In OPMD, the levator muscle weakens, causing the upper eyelid to droop. To offset this, a surgeon can remove excess skin from the upper eyelid; tighten the levator; tighten the nearby Muller’s muscle; or attach the frontalis muscle to the eyelid.“There are three ways to correct eyelid ptosis [drooping], and each relates to a different muscle that raises the lid,” says Elizabeth Bradley, a surgeon in the Department of Ophthalmology at the Mayo Clinic in Rochester, Minn. 

In addition, she notes, some patients with OPMD and droopy eyes undergo an operation to remove extra skin around the lids. 
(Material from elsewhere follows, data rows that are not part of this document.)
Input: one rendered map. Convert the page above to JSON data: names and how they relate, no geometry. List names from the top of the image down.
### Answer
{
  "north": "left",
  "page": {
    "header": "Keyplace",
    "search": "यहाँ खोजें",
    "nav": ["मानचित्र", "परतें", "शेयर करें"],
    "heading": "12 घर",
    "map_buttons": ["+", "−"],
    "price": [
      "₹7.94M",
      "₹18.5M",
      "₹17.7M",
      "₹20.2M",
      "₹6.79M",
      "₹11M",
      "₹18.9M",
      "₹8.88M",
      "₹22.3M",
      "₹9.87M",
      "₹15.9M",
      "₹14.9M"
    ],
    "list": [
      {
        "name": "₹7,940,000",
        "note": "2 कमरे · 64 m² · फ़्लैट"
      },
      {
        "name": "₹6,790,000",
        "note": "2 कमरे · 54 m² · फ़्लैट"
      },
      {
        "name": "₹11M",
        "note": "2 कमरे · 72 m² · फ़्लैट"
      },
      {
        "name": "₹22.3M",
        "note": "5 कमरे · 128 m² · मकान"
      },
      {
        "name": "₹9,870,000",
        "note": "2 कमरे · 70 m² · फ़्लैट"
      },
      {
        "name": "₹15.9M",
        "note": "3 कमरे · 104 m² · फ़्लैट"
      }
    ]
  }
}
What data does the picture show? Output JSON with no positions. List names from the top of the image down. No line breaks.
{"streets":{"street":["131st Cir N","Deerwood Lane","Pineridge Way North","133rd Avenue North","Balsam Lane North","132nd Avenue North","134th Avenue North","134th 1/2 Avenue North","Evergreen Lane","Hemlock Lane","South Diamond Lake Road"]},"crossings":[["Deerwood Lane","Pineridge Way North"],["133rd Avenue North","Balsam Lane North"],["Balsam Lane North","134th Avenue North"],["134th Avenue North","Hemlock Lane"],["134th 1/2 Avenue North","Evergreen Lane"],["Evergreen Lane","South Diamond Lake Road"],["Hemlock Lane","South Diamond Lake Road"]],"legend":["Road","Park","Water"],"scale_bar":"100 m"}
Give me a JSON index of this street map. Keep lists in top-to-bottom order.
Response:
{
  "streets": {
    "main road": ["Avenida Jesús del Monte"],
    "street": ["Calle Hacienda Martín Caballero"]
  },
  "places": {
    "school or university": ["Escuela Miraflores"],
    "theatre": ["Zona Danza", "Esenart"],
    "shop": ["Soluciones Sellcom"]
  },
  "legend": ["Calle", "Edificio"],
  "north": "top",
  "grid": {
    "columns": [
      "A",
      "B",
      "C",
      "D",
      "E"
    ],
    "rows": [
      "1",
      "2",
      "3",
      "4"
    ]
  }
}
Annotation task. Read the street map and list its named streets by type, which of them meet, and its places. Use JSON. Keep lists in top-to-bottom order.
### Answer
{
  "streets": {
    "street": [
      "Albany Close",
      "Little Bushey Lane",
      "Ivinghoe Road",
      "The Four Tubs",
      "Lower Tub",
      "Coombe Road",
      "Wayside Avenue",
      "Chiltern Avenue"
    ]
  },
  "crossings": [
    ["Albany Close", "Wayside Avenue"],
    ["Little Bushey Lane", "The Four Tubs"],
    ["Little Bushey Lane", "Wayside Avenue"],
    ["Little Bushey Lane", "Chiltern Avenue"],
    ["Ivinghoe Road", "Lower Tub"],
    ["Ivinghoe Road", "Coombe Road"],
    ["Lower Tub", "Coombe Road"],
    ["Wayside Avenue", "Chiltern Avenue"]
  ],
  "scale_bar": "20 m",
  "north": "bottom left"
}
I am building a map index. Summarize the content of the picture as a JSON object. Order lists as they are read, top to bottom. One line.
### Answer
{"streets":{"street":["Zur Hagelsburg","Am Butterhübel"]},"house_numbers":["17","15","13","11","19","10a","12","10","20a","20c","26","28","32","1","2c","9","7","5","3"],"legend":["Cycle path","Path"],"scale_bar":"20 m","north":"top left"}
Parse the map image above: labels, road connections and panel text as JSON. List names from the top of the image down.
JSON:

With any of these procedures, patients typically receive local anesthesia and intravenous sedation, although general anesthesia can be used.

Blepharoplasty

Some patients with OPMD start with a “blepharoplasty” (plastic surgery on the eyelid), a procedure that’s often done in people who don’t have OPMD but whose eyelids have sagged with age. “If they have excess skin weighing down the lid, it’s an extra force the weak muscle has to counteract, and they may get some lid elevation if we take it off,” Bradley notes.

Levator advancement

The earliest procedure that directly addresses muscle action in the OPMD-affected eyelid is an operation on the “levator palpebrae superioris.” This muscle, a lifter of the upper eyelid, is the main muscle that raises the lid and one that weakens significantly in OPMD.

“When OPMD is still quite mild, we can often do surgery on that muscle,” Bradley says. “That’s called an ‘external levator advancement.’ We go through an external incision in the eyelid crease and tighten the muscle.” The procedure can be done under conscious sedation or general anesthesia.

Muller’s muscle resection

Muller’s muscle also plays a role in raising the lid, and it’s not affected in OPMD, Bradley explains. Unlike the levator, which is a voluntary muscle, Muller’s muscle is under the control of the autonomic (automatic) nervous system. When the levator is very weak, tightening Muller’s muscle can increase lid opening by about 2 millimeters (0.08 inches).

To see whether an operation to shorten Muller’s muscle will be helpful, the patient is given an eye drop that makes it contract. If the eye drop helps significantly with eye opening, the patient is considered a candidate for a “Muller’s muscle conjunctival resection,” or MMCR. In this procedure, the muscle is shortened while the patient receives local anesthesia and conscious sedation.

The MMCR is an operation Bradley likes to perform when ptosis is too far advanced for a levator advancement but not yet maximally severe.

Frontalis sling

At the final stage of severe ptosis, the operation of choice is the “frontalis sling,” Bradley explains. The frontalis is a muscle in the forehead that’s not affected in OPMD. 

“When they have severe enough ptosis that we can’t do an MMCR and the levator is so severely affected that we would not expect improvement with a levator advancement, we do a frontalis sling,” Bradley says. “We put in a silicone sling that couples the frontalis muscle more directly to each eyelid. When they raise the forehead, the lids go up.” 

Risks 

There can be complications with eye surgery, Bradley notes.

It’s extremely rare, but there can be bleeding behind the eye, which can interfere with vision.  

Anesthesia-related complications are not common in OPMD. However, theoretically, anyone with a muscle disease can have an unexpected adverse reaction to inhaled anesthetics or muscle relaxants, and the surgical team should be informed about the pre-existing condition. 

In addition, eyelid muscle-tightening procedures can interfere with eye closure, leading to overly dry eyes. 

And, Bradley says, 5 percent to 10 percent of the time, with any of these procedures, there’s a need to reoperate within the first two months after surgery, because the treatment hasn’t worked. 

Most of the time, she says, the procedures, if properly performed and done at the right time in the disease progression, are effective, and patients tend to have “less discomfort than they had anticipated.”